3579 Valley Centre, Suite 100 San Diego, CA 92130 | Via EDGAR
|
November 10, 2016
U.S. Securities and Exchange Commission
Division of Corporation Finance
100 F Street, N.E.
Washington, D.C. 20549
Attn: | Ms. Suzanne Hayes |
Ms. Christina Thomas
Re: | AmpliPhi Biosciences Corporation |
Registration Statement on Form S-1
Initially Filed September 1, 2016, as amended
File No. 333-213421
Acceleration Request
Requested Date: | November 14, 2016 | |
Requested Time: | 4:30 P.M. Eastern Time |
Dear Ms. Hayes and Ms. Thomas:
In accordance with Rule 461 under the Securities Act of 1933, as amended, the undersigned registrant (the “Registrant”) hereby requests that the Securities and Exchange Commission (the “Commission”) take appropriate action to cause the above-referenced Registration Statement on Form S-1 (File No. 333-213421) (the“Registration Statement”) to become effective on November 14, 2016, at 4:30 p.m., Eastern Time, or as soon thereafter as is practicable, or at such later time as the Registrant or its counsel may orally request via telephone call to the staff (the “Staff”).
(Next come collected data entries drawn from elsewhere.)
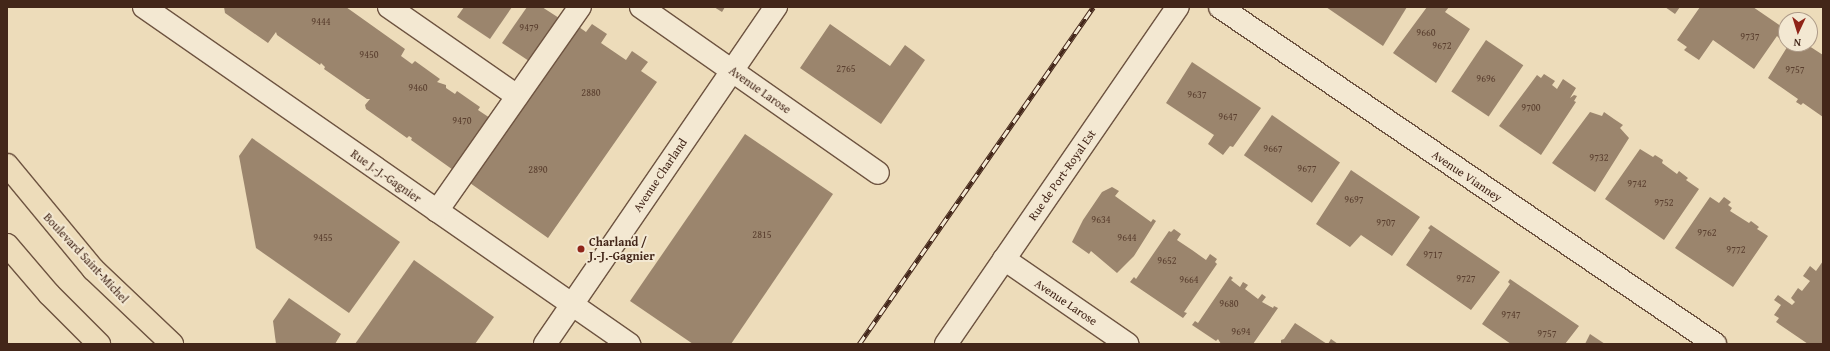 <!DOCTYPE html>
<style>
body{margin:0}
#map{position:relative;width:1830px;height:351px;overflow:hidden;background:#eddcba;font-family:"Gentium Book Plus",serif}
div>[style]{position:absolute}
.building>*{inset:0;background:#9b856d;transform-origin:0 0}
.roads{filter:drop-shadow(1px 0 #6e5441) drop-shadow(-1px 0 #6e5441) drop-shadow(0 1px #6e5441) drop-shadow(0 -1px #6e5441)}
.minor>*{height:22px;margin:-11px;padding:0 11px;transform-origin:11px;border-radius:11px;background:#f3e8d2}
.major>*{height:22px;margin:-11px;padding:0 11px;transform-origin:11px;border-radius:11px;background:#eddcba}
.rail>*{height:4.5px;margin-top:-2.25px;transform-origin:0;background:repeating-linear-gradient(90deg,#f3e8d2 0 9px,#432619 0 18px);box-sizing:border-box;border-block:1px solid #432619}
.dots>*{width:11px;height:11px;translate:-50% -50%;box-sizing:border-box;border:2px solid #f3e8d2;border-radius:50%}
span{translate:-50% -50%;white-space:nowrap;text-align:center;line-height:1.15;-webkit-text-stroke:4px #f3e8d2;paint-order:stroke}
.number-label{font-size:10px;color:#593e2e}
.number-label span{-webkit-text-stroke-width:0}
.street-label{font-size:12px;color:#432619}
.poi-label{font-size:12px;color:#432619;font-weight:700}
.left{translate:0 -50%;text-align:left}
.frame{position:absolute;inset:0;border:8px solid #432619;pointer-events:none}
.north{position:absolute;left:1778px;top:12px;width:40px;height:40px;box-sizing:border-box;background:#f3e8d2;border:1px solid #ad9a88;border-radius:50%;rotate:184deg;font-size:11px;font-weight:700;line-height:16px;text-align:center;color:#432619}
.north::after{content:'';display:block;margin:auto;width:14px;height:18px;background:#8f2418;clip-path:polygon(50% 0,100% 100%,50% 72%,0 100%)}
</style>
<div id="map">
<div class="building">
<div style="clip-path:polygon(224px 7px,346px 7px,405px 49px,401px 56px,412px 64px,415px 61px,440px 79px,437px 82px,446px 85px,446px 88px,455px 94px,457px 91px,480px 107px,478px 110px,490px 118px,456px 172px,411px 140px,412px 138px,409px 136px,407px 138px,366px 109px,365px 105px,370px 99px,367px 99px,324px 69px,325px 67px,321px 63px,320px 65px,277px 35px,276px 32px,268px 43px,225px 13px)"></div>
<div style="clip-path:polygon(464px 7px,512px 7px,490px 39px,457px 17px)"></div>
<div style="clip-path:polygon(527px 7px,542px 7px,559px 18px,529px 61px,502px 43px)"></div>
<div style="clip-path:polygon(714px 7px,725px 7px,722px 12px)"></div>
<div style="clip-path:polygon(1326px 7px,1407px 7px,1383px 46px)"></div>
<div style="clip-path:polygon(1427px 7px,1449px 7px,1445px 12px,1470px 29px,1436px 83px,1393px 53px)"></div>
<div style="clip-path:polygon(1665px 7px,1680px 7px,1675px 14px)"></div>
<div style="clip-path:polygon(1700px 7px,1753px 7px,1785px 29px,1779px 38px,1777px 36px,1754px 69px,1713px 40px,1699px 60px,1684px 50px,1687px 47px,1677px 40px)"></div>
<div style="clip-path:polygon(592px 24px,607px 34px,601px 43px,626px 60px,632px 51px,648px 62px,641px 71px,657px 82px,548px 238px,470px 183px,579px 27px,586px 32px)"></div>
<div style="clip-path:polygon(830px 24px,890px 66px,905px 45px,925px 60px,881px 124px,800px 68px)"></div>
<div style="left:1486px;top:40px;width:45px;height:62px;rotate:34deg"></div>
<div style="clip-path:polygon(1789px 44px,1806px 44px,1823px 55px,1823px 117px,1803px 103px,1801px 105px,1796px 102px,1798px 99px,1768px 78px)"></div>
<div style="clip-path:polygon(1192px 62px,1261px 108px,1233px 147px,1230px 146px,1223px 155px,1208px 144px,1214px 135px,1166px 103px)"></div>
<div style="clip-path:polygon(1544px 74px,1555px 81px,1552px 85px,1557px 89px,1563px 79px,1576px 88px,1570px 98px,1574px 95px,1577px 96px,1574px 101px,1576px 102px,1541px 155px,1499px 126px,1537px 75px,1541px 78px)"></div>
<div style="clip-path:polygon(1590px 112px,1602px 116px,1604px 112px,1614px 119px,1623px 125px,1620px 128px,1629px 138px,1595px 192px,1552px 163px)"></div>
<div style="left:1272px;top:115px;width:83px;height:49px;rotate:35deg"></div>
<div style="clip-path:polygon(745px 134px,833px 194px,731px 344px,693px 344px,630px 301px)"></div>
<div style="clip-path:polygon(252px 138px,400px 242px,349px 313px,256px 248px,239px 156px)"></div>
<div style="clip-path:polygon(1640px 149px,1653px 157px,1655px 155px,1663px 160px,1662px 163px,1677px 174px,1679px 171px,1688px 178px,1686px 180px,1699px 189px,1664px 240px,1605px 199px)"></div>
<div style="clip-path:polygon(1351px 170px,1420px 217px,1392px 256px,1361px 235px,1350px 247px,1316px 224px)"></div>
<div style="clip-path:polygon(1112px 187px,1119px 191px,1115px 196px,1151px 222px,1153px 219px,1156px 221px,1134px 256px,1117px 273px,1091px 251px,1089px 254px,1072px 242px,1083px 220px,1102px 192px)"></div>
<div style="clip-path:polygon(1710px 197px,1719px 203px,1724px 197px,1731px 202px,1728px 205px,1732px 208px,1730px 211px,1749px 223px,1751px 221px,1759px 227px,1757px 229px,1768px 236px,1733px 287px,1675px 248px)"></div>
<div style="clip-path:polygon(1431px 225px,1500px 272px,1471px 310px,1406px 265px,1430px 230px,1428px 228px)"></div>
<div style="clip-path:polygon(1174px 229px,1181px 234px,1177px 240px,1192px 250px,1206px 260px,1210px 254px,1217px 259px,1215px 262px,1217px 264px,1184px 312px,1187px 313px,1183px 318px,1130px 282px,1134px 277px,1136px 279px,1169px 231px,1171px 232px)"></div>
<div style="clip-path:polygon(414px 260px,494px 317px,475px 344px,355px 344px)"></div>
<div style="clip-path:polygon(1823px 261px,1823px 344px,1808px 344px,1776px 322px,1779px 318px,1774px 315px,1781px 305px,1774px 300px,1778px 295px,1792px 305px,1795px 302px,1791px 298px,1798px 288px,1802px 291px,1810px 281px,1803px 276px,1810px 266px,1816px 271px)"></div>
<div style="clip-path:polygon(1230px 276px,1233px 278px,1231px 280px,1240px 287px,1243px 282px,1248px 285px,1245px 289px,1258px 299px,1262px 294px,1266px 297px,1262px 302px,1273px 308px,1274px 306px,1278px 308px,1253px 344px,1221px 344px,1218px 339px,1216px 341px,1192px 325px,1195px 321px,1198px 323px)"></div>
<div style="clip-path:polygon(1510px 279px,1579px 326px,1565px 344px,1511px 344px,1482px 324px,1510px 284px,1508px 282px)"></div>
<div style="clip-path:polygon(289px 298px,341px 334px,335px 344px,276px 344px,273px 321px)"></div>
<div style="clip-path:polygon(1295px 323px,1324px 342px,1327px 344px,1281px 344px,1281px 340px,1284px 339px)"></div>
<div style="clip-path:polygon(1590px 334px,1605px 344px,1585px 344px)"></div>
<div style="clip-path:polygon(1331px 339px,1338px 344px,1328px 344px)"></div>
</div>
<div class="roads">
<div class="minor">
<div style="left:144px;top:7px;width:591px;rotate:34.79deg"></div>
<div style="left:389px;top:7px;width:156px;rotate:34.8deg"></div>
<div style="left:641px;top:7px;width:289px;rotate:35deg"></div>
<div style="left:1220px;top:7px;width:599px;rotate:34.25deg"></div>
<div style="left:437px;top:211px;width:249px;rotate:-55deg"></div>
<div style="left:1004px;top:259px;width:150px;rotate:34.6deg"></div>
<div style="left:545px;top:344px;width:409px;rotate:-55.6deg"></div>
<div style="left:946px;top:344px;width:409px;rotate:-55.5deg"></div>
</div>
<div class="major">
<div style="left:7px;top:165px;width:135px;rotate:50.4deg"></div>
<div style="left:93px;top:269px;width:109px;rotate:43.5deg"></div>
<div style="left:7px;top:245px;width:65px;rotate:49.4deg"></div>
<div style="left:49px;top:294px;width:71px;rotate:45deg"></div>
</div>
</div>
<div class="rail">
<div style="left:859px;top:344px;width:410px;rotate:-55.2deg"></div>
</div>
<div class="dots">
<div style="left:581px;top:249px;background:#8f2418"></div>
</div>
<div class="number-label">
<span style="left:321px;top:22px">9444</span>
<span style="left:529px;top:28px">9479</span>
<span style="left:1426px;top:33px">9660</span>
<span style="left:1750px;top:37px">9737</span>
<span style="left:1442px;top:46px">9672</span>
<span style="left:369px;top:55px">9450</span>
<span style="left:846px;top:69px">2765</span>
<span style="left:1795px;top:70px">9757</span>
<span style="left:1486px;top:79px">9696</span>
<span style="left:418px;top:88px">9460</span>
<span style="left:591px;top:93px">2880</span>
<span style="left:1197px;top:95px">9637</span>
<span style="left:1531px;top:108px">9700</span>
<span style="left:1228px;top:117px">9647</span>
<span style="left:462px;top:121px">9470</span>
<span style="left:1273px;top:149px">9667</span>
<span style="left:1599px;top:158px">9732</span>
<span style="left:1307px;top:169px">9677</span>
<span style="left:538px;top:170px">2890</span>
<span style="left:1637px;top:184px">9742</span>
<span style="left:1354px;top:200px">9697</span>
<span style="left:1664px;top:203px">9752</span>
<span style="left:1101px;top:220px">9634</span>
<span style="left:1386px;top:223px">9707</span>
<span style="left:1707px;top:233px">9762</span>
<span style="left:762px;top:235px">2815</span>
<span style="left:323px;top:238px">9455</span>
<span style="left:1127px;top:238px">9644</span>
<span style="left:1736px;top:250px">9772</span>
<span style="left:1433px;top:255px">9717</span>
<span style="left:1167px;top:261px">9652</span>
<span style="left:1466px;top:279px">9727</span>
<span style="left:1189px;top:280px">9664</span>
<span style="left:1229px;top:304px">9680</span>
<span style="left:1511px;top:315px">9747</span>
<span style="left:1241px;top:332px">9694</span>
<span style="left:1547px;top:334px">9757</span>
</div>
<div class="street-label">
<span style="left:760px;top:90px;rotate:35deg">Avenue Larose</span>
<span style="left:660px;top:175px;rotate:-56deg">Avenue Charland</span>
<span style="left:1062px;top:175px;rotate:-55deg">Rue de Port-Royal Est</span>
<span style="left:386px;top:176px;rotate:35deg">Rue J.-J.-Gagnier</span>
<span style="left:1467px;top:176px;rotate:34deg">Avenue Vianney</span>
<span style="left:86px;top:258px;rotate:47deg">Boulevard Saint-Michel</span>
<span style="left:1066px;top:302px;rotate:34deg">Avenue Larose</span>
</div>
<div class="poi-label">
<span class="left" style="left:589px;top:249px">Charland /<br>J.-J.-Gagnier</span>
</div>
<div class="frame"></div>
<div class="north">N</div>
</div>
This request for acceleration is subject, however, to your receiving a telephone call prior to such time from our legal counsel, Cooley LLP, confirming this request. The Registrant hereby authorizes each of James Pennington and Asa Henin of Cooley LLP, counsel to the Registrant, to make such request on its behalf.
Once the Registration Statement has been declared effective, please orally confirm that event with Asa Henin of Cooley LLP, counsel to the Registrant, at (858) 550-6104, or in his absence, James Pennington of Cooley LLP at (858) 550-6029.
In connection with this request, the Registrant acknowledges that:
· | should the Commission or the Staff, acting pursuant to delegated authority, declare the filing effective, it does not foreclose the Commission from taking any action with respect to the filing; |
· | the action of the Commission or the Staff, acting pursuant to delegated authority, in declaring the filing effective, does not relieve the Registrant from its full responsibility for the adequacy and accuracy of the disclosure in the filing; and |
· | the Registrant may not assert Staff comments and the declaration of effectiveness as a defense in any proceeding initiated by the Commission or any person under the federal securities laws of the United States. |
Very truly yours, | ||
AmpliPhi Biosciences Corporation | ||
By: | /s/ M. Scott Salka | |
M. Scott Salka | ||
Chief Executive Officer |
cc: | Steve R. Martin, AmpliPhi Biosciences Corporation |
Thomas A. Coll, Esq., Cooley LLP
Ivan Blumenthal, Esq., Mintz, Levin, Cohn, Ferris, Glovsky and Popeo, P.C.
Daniel Bagliebter, Esq., Mintz, Levin, Cohn, Ferris, Glovsky and Popeo, P.C.